Crude Oil Falls a Fourth Day Concern U.S. Economy Will Be Slow to Recover

Crude oil fell for a fourth day on speculation that the U.S. economic recovery is slowing, reducing fuel demand in the world’s biggest oil consuming country. Oil slipped as much as 1.2 percent after the Thomson Reuters/University of Michigan preliminary September index of consumer sentiment fell to 66.6 from 68.9 a month earlier. Enbridge Energy Partners LP obtained government approval to resume sending Canadian oil to refineries in the Midwest on Line 6A. The system will begin operating today, the company said.

“The market really started to tank once the consumer confidence numbers came out,” said Kyle Cooper, a managing director at energy consultant IAF Advisors in Houston. “The economy is the driver of this market right now.” Crude oil for October delivery declined 67 cents, or 0.9 percent, to $73.90 a barrel at 10:15 a.m. on the New York Mercantile Exchange. Brent crude oil for November settlement fell 36 cents, or 0.5 percent, to $78.12 a barrel on the London based ICE Futures Europe exchange.

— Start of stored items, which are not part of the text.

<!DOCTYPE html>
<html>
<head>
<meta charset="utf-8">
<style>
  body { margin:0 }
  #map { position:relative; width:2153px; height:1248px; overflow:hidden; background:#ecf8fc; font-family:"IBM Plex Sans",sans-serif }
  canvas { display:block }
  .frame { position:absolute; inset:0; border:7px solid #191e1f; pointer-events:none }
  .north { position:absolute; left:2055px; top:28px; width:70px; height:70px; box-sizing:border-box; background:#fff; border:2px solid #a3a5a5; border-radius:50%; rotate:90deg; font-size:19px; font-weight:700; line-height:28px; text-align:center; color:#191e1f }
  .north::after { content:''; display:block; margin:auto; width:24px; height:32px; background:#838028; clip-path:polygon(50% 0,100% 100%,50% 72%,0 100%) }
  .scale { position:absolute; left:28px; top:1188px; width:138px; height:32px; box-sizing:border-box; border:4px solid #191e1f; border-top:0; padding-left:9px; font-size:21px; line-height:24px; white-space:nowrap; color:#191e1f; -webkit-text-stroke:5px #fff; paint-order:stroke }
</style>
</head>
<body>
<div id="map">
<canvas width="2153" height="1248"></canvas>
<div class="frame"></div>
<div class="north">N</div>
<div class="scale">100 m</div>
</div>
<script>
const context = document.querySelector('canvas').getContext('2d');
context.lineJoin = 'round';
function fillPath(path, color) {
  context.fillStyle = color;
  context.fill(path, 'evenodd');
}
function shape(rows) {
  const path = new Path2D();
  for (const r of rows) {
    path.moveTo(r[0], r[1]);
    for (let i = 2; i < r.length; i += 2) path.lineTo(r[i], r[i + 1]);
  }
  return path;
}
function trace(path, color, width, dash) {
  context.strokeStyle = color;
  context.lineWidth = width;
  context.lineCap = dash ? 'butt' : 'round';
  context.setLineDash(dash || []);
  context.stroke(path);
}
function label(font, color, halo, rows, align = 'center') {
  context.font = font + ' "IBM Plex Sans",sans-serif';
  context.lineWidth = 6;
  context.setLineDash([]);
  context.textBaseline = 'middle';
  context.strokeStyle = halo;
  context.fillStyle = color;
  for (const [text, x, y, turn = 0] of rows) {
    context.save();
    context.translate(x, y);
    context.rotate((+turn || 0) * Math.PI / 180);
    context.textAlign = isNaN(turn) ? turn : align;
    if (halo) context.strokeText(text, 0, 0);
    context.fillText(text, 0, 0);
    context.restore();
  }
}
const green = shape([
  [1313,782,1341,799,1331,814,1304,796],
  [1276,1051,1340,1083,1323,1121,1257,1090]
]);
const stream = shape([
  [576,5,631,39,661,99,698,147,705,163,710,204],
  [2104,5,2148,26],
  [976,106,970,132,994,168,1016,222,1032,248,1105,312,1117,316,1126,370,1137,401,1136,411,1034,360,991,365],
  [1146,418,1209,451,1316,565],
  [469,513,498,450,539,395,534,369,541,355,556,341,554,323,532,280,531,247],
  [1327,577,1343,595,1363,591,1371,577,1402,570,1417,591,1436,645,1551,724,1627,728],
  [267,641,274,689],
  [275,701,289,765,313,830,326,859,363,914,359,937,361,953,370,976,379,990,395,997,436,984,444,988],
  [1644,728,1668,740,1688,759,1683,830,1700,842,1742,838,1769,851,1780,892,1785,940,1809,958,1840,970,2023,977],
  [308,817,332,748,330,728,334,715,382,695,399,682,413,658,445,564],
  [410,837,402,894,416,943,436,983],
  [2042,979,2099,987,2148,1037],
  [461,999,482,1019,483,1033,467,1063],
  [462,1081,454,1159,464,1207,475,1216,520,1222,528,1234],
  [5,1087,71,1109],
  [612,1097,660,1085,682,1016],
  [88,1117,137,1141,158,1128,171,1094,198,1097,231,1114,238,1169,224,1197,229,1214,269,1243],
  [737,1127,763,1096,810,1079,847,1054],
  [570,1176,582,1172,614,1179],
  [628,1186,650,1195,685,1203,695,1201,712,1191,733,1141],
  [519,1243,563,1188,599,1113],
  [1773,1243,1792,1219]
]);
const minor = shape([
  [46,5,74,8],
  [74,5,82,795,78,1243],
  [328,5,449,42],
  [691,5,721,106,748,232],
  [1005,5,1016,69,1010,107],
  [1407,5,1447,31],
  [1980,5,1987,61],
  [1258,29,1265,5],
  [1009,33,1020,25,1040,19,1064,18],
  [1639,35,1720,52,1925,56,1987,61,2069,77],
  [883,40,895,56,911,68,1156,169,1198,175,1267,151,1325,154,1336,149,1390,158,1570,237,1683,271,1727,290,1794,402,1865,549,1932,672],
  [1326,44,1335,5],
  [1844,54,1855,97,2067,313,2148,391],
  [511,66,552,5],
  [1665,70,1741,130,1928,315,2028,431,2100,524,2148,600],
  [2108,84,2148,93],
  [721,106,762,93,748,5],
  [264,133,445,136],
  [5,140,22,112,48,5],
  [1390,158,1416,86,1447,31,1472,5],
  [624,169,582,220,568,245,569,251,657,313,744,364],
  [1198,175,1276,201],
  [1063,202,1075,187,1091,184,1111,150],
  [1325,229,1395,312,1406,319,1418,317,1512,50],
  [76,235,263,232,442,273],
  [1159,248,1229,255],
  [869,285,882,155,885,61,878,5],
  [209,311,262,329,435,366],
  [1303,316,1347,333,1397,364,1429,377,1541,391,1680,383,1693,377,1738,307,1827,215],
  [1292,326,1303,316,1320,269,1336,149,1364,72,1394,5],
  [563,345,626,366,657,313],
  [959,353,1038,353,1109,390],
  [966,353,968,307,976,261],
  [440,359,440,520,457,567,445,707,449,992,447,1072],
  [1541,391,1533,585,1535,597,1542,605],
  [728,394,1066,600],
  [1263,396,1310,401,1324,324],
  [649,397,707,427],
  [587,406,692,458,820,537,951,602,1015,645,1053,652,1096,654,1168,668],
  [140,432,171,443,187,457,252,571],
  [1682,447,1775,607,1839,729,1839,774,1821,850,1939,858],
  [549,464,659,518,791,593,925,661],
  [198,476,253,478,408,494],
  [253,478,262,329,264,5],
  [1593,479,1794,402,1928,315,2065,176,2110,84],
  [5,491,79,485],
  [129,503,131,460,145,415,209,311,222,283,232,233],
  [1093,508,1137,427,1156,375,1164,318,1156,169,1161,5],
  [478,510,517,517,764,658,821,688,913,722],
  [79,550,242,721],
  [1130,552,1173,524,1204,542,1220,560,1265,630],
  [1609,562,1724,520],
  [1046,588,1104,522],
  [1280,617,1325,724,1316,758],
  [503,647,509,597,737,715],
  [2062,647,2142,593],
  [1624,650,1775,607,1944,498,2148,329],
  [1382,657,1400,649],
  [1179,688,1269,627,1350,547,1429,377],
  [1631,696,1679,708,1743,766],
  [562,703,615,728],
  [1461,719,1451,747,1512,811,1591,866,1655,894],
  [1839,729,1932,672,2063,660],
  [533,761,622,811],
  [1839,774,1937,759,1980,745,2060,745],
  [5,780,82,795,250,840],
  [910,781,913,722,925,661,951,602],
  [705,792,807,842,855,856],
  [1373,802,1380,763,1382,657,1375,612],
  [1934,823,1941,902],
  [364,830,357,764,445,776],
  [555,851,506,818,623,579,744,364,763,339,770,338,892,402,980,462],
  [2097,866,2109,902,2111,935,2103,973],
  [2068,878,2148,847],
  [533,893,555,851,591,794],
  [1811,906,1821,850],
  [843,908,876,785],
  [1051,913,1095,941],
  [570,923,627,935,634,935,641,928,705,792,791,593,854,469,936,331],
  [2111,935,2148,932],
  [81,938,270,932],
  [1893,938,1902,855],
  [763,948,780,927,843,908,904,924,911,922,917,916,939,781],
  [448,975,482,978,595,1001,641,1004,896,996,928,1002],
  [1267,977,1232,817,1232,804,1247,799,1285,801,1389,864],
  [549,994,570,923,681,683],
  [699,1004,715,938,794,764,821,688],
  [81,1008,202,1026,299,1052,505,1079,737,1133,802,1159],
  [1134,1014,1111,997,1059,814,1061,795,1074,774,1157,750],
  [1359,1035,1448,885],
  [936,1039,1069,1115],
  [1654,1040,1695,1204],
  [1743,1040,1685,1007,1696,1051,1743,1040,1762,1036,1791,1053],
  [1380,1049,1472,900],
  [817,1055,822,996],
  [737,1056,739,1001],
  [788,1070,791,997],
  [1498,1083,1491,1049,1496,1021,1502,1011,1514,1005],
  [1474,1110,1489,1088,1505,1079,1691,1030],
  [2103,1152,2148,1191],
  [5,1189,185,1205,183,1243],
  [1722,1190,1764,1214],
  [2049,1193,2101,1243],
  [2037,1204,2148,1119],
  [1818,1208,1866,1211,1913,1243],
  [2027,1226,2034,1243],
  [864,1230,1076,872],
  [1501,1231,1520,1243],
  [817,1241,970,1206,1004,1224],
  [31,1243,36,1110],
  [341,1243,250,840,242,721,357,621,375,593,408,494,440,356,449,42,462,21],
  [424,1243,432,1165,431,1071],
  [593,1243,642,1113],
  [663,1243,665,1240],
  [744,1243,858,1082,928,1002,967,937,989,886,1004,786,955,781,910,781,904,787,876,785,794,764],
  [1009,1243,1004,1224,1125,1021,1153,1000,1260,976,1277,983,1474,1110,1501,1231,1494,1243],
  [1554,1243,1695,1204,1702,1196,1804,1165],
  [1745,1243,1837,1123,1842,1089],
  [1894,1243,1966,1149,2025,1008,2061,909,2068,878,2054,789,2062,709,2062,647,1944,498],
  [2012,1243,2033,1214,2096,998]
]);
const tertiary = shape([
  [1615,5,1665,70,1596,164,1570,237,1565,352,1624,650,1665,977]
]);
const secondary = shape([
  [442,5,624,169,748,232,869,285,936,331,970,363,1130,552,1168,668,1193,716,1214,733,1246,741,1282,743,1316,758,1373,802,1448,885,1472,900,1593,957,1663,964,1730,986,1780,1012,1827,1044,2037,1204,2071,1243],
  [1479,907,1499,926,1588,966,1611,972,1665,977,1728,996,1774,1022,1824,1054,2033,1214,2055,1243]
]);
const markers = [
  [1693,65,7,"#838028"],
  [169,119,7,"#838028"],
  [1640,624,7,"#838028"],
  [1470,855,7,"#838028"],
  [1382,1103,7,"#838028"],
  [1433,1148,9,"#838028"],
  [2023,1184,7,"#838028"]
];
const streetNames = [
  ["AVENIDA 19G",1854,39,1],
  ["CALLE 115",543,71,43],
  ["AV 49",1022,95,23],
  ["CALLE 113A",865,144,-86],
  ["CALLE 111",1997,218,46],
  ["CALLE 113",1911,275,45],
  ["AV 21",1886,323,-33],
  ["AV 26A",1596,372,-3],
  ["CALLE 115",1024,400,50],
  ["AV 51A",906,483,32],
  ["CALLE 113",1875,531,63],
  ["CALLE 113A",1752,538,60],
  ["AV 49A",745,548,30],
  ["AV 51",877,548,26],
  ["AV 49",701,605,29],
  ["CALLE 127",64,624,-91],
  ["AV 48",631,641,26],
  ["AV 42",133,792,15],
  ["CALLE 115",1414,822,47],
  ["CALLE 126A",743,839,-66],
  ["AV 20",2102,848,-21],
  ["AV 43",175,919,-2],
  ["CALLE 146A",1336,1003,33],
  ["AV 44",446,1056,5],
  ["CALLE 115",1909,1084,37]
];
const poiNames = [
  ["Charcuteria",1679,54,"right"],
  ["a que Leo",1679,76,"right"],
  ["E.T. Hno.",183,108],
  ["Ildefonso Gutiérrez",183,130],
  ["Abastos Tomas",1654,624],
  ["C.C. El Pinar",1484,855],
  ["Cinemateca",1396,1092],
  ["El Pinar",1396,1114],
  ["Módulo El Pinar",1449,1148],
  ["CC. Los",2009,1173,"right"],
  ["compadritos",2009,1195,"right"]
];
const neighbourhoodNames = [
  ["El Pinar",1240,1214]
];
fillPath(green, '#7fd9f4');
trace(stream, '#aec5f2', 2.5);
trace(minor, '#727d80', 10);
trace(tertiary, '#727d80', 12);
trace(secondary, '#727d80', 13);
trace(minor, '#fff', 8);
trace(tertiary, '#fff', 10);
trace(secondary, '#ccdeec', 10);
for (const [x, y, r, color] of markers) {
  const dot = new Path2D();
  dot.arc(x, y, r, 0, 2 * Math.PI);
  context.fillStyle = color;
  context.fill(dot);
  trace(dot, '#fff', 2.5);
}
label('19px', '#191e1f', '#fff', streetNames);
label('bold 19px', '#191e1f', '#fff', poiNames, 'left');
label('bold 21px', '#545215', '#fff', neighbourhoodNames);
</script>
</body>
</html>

Oil futures topped $78 a barrel this week following the closure on Sept. 9 of Enbridge’s 466-mile Line 6A. The pipe spilled about 6,100 barrels of oil from a section in Romeoville, Illinois, about 30 miles southwest of Chicago. The 34-inch line runs from Superior, Wisconsin, to Griffith, Indiana, and can carry 670,000 barrels a day of crude, equal to more than one- third of Midwest imports. Goldman Sachs Group Inc. said in a report today that the pipeline’s closure will keep U.S. crude oil imports at reduced levels in coming weeks.

Lower Inventories
“As the tide turns, we will see lower inventories and shifting sentiment send WTI crude oil prices into a $85-$95 per barrel trading range in coming months,” Goldman said in the report.
“The oil price will remain stuck in a $70 to $80 range,” said Tobias Merath, head of commodity research at Credit Suisse Group AG in Zurich. “At first it looked like the Enbridge repairs would take a long time. Now it seems it will go fairly fast. Markets are very well-supplied and U.S. demand is lackluster.”